Many Glacier Is Back in 2026

This matters if you skipped Glacier last year. The 2025 construction season closed the Swiftcurrent area for a water system replacement and road rehabilitation, and access to the whole Many Glacier valley was limited. That work is done, and the park says no construction is anticipated in Many Glacier for 2026. The campground reopened in mid May, the hotel runs June 5 through September 21, and the rebuilt Swiftcurrent area now has 339 parking spaces, 171 more than before.
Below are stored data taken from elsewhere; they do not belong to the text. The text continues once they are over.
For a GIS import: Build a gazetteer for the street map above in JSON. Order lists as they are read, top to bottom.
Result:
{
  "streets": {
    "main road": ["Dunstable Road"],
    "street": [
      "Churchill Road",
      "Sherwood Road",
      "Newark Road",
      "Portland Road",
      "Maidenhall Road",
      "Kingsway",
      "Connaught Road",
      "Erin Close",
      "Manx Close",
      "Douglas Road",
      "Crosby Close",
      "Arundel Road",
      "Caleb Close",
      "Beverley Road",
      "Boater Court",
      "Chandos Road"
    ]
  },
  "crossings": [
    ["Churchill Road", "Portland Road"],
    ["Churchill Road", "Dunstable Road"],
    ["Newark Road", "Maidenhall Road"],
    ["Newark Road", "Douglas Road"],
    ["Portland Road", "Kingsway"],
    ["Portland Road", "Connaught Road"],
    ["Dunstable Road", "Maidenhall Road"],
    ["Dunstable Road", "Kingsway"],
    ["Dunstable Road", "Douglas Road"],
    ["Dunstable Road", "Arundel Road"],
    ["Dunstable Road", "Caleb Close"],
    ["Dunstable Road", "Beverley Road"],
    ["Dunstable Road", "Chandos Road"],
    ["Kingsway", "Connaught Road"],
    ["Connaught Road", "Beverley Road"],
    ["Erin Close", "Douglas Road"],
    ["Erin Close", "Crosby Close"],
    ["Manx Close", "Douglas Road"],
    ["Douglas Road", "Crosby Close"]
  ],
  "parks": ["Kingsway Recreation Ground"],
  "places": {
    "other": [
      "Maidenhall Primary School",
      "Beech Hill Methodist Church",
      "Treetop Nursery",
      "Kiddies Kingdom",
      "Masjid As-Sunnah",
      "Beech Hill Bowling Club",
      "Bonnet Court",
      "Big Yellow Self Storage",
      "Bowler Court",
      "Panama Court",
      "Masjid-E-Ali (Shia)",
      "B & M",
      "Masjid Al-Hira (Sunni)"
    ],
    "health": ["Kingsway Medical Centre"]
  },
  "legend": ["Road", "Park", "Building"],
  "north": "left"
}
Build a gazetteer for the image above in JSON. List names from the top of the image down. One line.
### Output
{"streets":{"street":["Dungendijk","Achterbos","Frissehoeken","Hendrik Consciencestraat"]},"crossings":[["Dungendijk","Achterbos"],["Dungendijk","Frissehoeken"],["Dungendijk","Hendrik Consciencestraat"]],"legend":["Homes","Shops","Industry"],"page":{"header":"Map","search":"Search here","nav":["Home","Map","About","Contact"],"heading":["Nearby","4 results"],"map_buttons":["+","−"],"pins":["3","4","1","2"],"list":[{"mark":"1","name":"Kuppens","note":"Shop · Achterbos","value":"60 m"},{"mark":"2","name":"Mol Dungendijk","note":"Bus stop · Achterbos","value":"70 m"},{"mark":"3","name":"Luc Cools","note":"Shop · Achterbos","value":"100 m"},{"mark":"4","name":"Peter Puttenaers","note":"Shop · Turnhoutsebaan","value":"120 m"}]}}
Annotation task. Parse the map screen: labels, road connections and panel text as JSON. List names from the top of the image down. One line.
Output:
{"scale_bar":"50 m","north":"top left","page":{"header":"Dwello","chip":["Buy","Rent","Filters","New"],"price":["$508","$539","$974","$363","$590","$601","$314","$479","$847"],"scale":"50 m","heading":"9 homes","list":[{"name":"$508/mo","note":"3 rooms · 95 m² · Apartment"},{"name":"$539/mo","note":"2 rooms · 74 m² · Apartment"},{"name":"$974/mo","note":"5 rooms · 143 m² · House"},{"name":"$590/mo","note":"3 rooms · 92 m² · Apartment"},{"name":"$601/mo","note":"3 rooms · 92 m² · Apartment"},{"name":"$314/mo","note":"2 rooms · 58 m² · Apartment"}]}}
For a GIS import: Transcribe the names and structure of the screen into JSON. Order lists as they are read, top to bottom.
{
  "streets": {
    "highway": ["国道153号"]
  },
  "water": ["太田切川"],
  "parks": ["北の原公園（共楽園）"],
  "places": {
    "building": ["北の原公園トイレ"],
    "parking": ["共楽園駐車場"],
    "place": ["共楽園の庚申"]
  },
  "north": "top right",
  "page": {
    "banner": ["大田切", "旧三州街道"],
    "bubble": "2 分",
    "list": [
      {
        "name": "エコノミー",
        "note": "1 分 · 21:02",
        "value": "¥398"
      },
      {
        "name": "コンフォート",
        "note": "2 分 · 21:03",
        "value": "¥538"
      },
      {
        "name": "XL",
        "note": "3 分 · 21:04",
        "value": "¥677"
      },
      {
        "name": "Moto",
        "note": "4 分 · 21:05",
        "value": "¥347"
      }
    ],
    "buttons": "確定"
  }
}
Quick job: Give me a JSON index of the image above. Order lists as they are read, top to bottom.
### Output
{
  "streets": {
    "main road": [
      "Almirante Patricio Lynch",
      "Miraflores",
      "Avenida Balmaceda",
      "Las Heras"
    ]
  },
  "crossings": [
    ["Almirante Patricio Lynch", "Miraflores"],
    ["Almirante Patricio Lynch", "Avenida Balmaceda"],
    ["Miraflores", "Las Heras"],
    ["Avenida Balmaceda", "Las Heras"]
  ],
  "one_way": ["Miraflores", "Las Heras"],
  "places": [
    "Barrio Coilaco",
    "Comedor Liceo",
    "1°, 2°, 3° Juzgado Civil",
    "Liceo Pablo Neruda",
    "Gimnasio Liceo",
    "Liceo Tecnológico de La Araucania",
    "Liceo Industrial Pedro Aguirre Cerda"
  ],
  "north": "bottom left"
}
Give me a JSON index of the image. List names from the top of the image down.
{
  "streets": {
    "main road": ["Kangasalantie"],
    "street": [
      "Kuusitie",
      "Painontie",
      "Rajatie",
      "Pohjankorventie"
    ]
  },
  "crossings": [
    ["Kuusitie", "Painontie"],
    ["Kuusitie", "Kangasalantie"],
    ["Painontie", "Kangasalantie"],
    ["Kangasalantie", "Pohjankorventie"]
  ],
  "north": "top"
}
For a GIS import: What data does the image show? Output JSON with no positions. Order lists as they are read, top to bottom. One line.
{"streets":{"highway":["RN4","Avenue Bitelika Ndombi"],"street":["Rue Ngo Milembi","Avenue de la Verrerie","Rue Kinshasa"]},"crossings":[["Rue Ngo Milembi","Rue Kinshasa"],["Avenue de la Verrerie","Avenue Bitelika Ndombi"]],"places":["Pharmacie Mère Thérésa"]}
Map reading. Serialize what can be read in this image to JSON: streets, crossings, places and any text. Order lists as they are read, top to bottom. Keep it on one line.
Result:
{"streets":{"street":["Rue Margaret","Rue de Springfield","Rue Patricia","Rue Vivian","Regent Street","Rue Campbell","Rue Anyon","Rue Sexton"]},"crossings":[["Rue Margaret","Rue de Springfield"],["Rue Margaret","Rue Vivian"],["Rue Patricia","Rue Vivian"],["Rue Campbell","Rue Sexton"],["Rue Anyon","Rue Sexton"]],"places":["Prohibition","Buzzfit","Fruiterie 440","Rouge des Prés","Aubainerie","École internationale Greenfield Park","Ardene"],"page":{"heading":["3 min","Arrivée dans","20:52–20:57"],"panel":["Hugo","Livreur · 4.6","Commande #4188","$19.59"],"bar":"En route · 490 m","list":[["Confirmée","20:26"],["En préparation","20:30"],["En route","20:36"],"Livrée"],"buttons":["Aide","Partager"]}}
Many Glacier is the best hiking valley in the park (I’ll take that argument any day), so a fully open season with expanded parking is the single best 2026 reason to go. Two Medicine is the flip side. Its campground is closed for all of 2026 for utility work, and the Two Medicine Road is scheduled for closures during spring and fall construction windows. Plan that side of the park as a day trip and check current conditions before you commit.

East Side, West Side, and the Light

Timing inside the park matters as much as timing the calendar. The west side around Lake McDonald is lower, greener, and milder, and it holds onto its season longer in spring and fall. The east side (St. Mary, Many Glacier, Two Medicine) is bigger country with bigger weather, where the wind is a personality and the services open later and close earlier. The NOAA normals in the table above will feel optimistic at St. Mary in a 40 mph gust. They always do.

For photography the split is simple. Mornings belong to the east, where first light comes straight up the valleys and hits Wild Goose Island and the Many Glacier peaks head on. Evenings belong to the west, when the low sun pours down Lake McDonald and lights the rocks under the water. Build your days to be east at dawn and west at dusk and you’ll come home with the trip everyone else watched through a windshield at noon.

If you have an extra day in the peak window, the North Fork is the pressure release valve. The dirt road to Polebridge and Bowman Lake doesn’t require a reservation in 2026 (nothing does), the huckleberry bear claws at the Polebridge Mercantile are a Montana institution, and Bowman on a calm morning gives you the postcard with a tenth of the people. Just respect the road. It’s washboard dirt, it’s slow, and that’s the point.

Book This Far Ahead

Picking the right month only works if you can still book it, so here are the actual windows. They’re less forgiving than almost any park I cover.

  • In-park lodges. Many Glacier Hotel, Lake McDonald Lodge, and the rest book through the park concessioner up to 13 months out, with each month of the following year opening on the first of the month. The lakeside rooms at Many Glacier go within days of release. If you want July 2027, you’re shopping in summer 2026.
  • Campgrounds. The reservable campgrounds release on Recreation.gov on a six month rolling basis (2026 peak season dates started releasing January 2), with shoulder season dates posted in spring once the park can see the snow situation.
  • The Logan Pass shuttle. Tickets run on a 60 day rolling window that opened May 2 this year, with next-day releases at 7 pm Mountain. That nightly release is your friend if you planned late.
  • The mechanics. Jim walks through every reservation system in detail in the Glacier reservations guide, including what to do when everything looks sold out.

My Verdict by Trip Type

  • First trip, want it all. Mid July through August. Book lodging far ahead and work the early mornings.
  • Hikers and photographers. September 5 to 25. Full access, golden light, bears in the berries, half the people.
  • Wildflowers. Mid July to early August at Logan Pass.
  • Larch gold. Last two weeks of September up high, mid October in the west valleys if the roads cooperate.
  • Budget and solitude. May or early June on the west side, with a bike.
  • Winter quiet. January through March on snowshoes from Lake McDonald.

Whenever you go, give it more days than you think it needs. People ask if you can do Glacier in one day and the technical answer is yes, the real answer is that one day here is a trailer for a movie you didn’t watch. Start with our Glacier National Park hub, build your days from the things to do in Glacier guide and the best hikes in Glacier, and if you want it assembled for you, the Glacier itinerary does the work. Then get yourself to Logan Pass for first light at least once. You’ll understand the whole fuss in about 90 seconds.